Design a scavenger hunt. The idea here is for this to be a summer-long project that keeps your students engaged. They could be tasked with recording different ways they encounter math in video games, taking pictures of errors in ads or billboards, or researching certain historical facts about their city. There could also be healthy living tasks like tracking their pace on walks or jogs or trying new foods and taking pictures of them mid-bite. The best part about it is that students could do this from anywhere, whether they’re camped out on the couch or a summer camp 100 miles away. The ramped up version of this could be getting the entire grade level or school to participate so that kids can team up to help each other out and make it more fun.
Enlist older students. Sophomores and juniors in high school might be a great resource for working with younger students this summer. And they also might be a free resource if they want to put some tutoring or mentoring on their resumes for college. See if you can find a few who want to commit to meeting students at the library once a week for math, reading, or other support. It’s amazing how much more willing students will be to study during the summer if the person helping them is a cool high school student versus a teacher.

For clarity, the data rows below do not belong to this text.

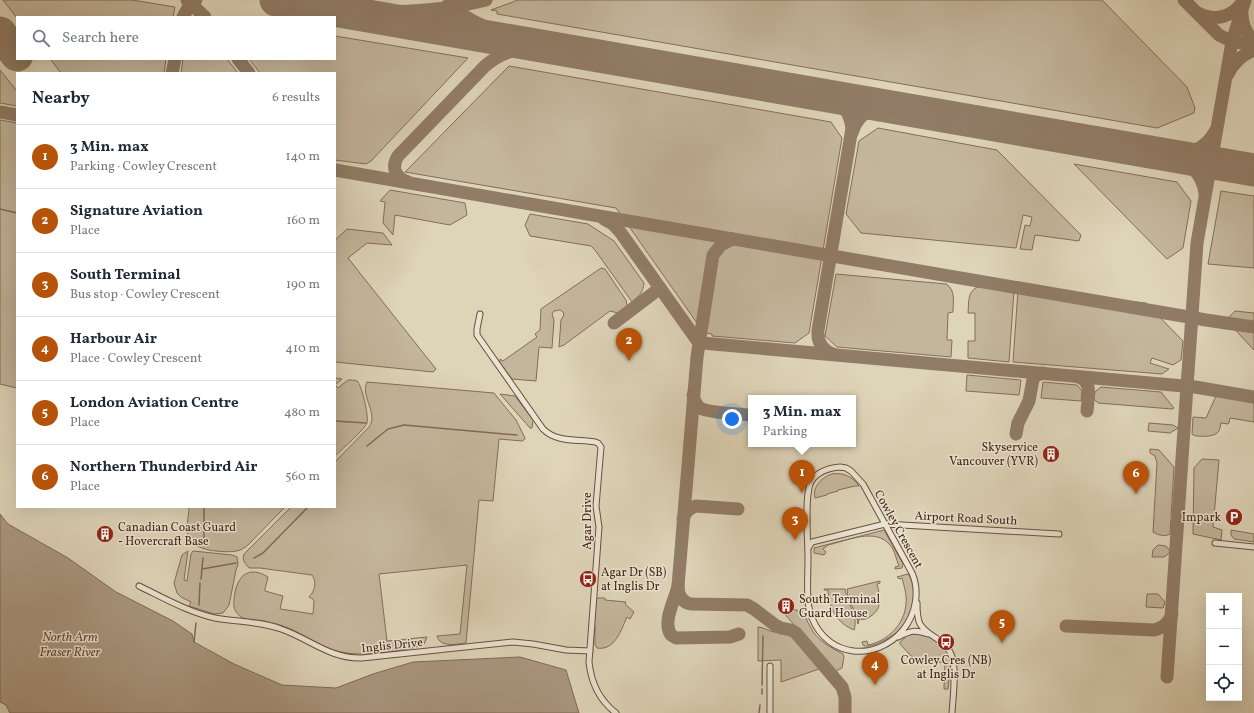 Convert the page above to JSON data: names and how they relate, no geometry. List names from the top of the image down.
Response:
{
  "streets": {
    "street": [
      "Airport Road South",
      "Agar Drive",
      "Cowley Crescent",
      "Inglis Drive"
    ]
  },
  "crossings": [
    ["Airport Road South", "Cowley Crescent"],
    ["Agar Drive", "Inglis Drive"]
  ],
  "water": ["North Arm Fraser River"],
  "places": {
    "building": ["Skyservice Vancouver (YVR)", "Canadian Coast Guard - Hovercraft Base", "South Terminal Guard House"],
    "parking": ["Impark"],
    "bus stop": ["Agar Dr (SB) at Inglis Dr", "Cowley Cres (NB) at Inglis Dr"]
  },
  "page": {
    "search": "Search here",
    "heading": ["Nearby", "6 results"],
    "list": [
      {
        "mark": "1",
        "name": "3 Min. max",
        "note": "Parking · Cowley Crescent",
        "value": "140 m"
      },
      {
        "mark": "2",
        "name": "Signature Aviation",
        "note": "Place",
        "value": "160 m"
      },
      {
        "mark": "3",
        "name": "South Terminal",
        "note": "Bus stop · Cowley Crescent",
        "value": "190 m"
      },
      {
        "mark": "4",
        "name": "Harbour Air",
        "note": "Place · Cowley Crescent",
        "value": "410 m"
      },
      {
        "mark": "5",
        "name": "London Aviation Centre",
        "note": "Place",
        "value": "480 m"
      },
      {
        "mark": "6",
        "name": "Northern Thunderbird Air",
        "note": "Place",
        "value": "560 m"
      }
    ],
    "pins": [
      "2",
      "1",
      "6",
      "3",
      "5",
      "4"
    ],
    "popup": ["3 Min. max", "Parking"],
    "map_buttons": ["+", "−"]
  }
}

This could be informal where you simply match up the kids, talk to their parents, and see what happens or more organized where they meet on campus and you give more guidance and feedback on their work together.
Compile a list of free events. Take an hour or so and comb through community calendars to compile a list of free and low-cost classes and events students can take advantage of during the summer and distribute it to parents and guardians. Feeling extra motivated? Find some colleagues to each commit to attending one so that when you distribute the list, families also know a staff member will be in attendance. Better yet, plan on carpooling or driving the students to make it even easier for students to participate.
Get your boss on board. If you have a great idea for what to do with students over the summer, see if you can get your principal or other school leader jazzed about it, too. Then they can support the idea by championing it during staff meetings and getting more people to volunteer or maybe even finding some left over money in the budget that can help the idea be successful.
Rally your families. No matter what idea you have, communicate it early and often to parents to get them invested. One idea is to have a parent meeting to let them know how beneficial it can be for students to stay engaged with math and reading over the summer and then making sure they know the details of the plan you have or the options you’re providing. Many parents probably would love to have their children studying and engaged during the summer, but lack the knowledge or resources to make it happen, so you can help fill in those missing pieces.
Start a book club. A more fun spin on the typical summer reading assignment could be setting it up as a book club. You might have actual face-to-face meetings at the local library or have the discussion in an on-line forum or on social media.
Put it on social media. If your class or school has a Facebook or Edmodo page, this can be a great way to stay connected with students over the summer. You could have students post their scavenger hunt pictures throughout the summer, have weekly puzzles or word problems they post answers to, or share thoughts about the summer reading assignments or book clubs. Another option if you’re not using an official page is to have a hashtag that students and families use to share photos and answers.
Keep it optional. No matter how much we want to prevent the summer slide, if we require students to do something we’re likely to zap any motivation they may have had for it.
Don’t offer a big incentive. If you have a scavenger hunt or other competition, the idea of offering a cool prize is tempting, but raising the stakes means raising the stress. You want to keep it fun, not serious. If there’s a compelling prize, students will be tempted to cheat and your responsibility for monitoring the competition to make sure people are being honest will go through the roof. If there’s not a prize, students are less likely to cheat. And if they do cheat, it’s no big deal because they’re still participating, which is the goal. Try having a fun awards ceremony at the beginning of the year instead of a big incentive so that you can celebrate kids’ success without the side effects.
The 'summer slide' is something we can all help prevent for our students.Whether you have some extra time to give this summer or opt to frontload your efforts before the school year ends, talk to your colleagues and put a plan in place to help students maximize their summer. Especially for our struggling students, this could help them hit the ground running next year versus facing an increasingly uphill battle.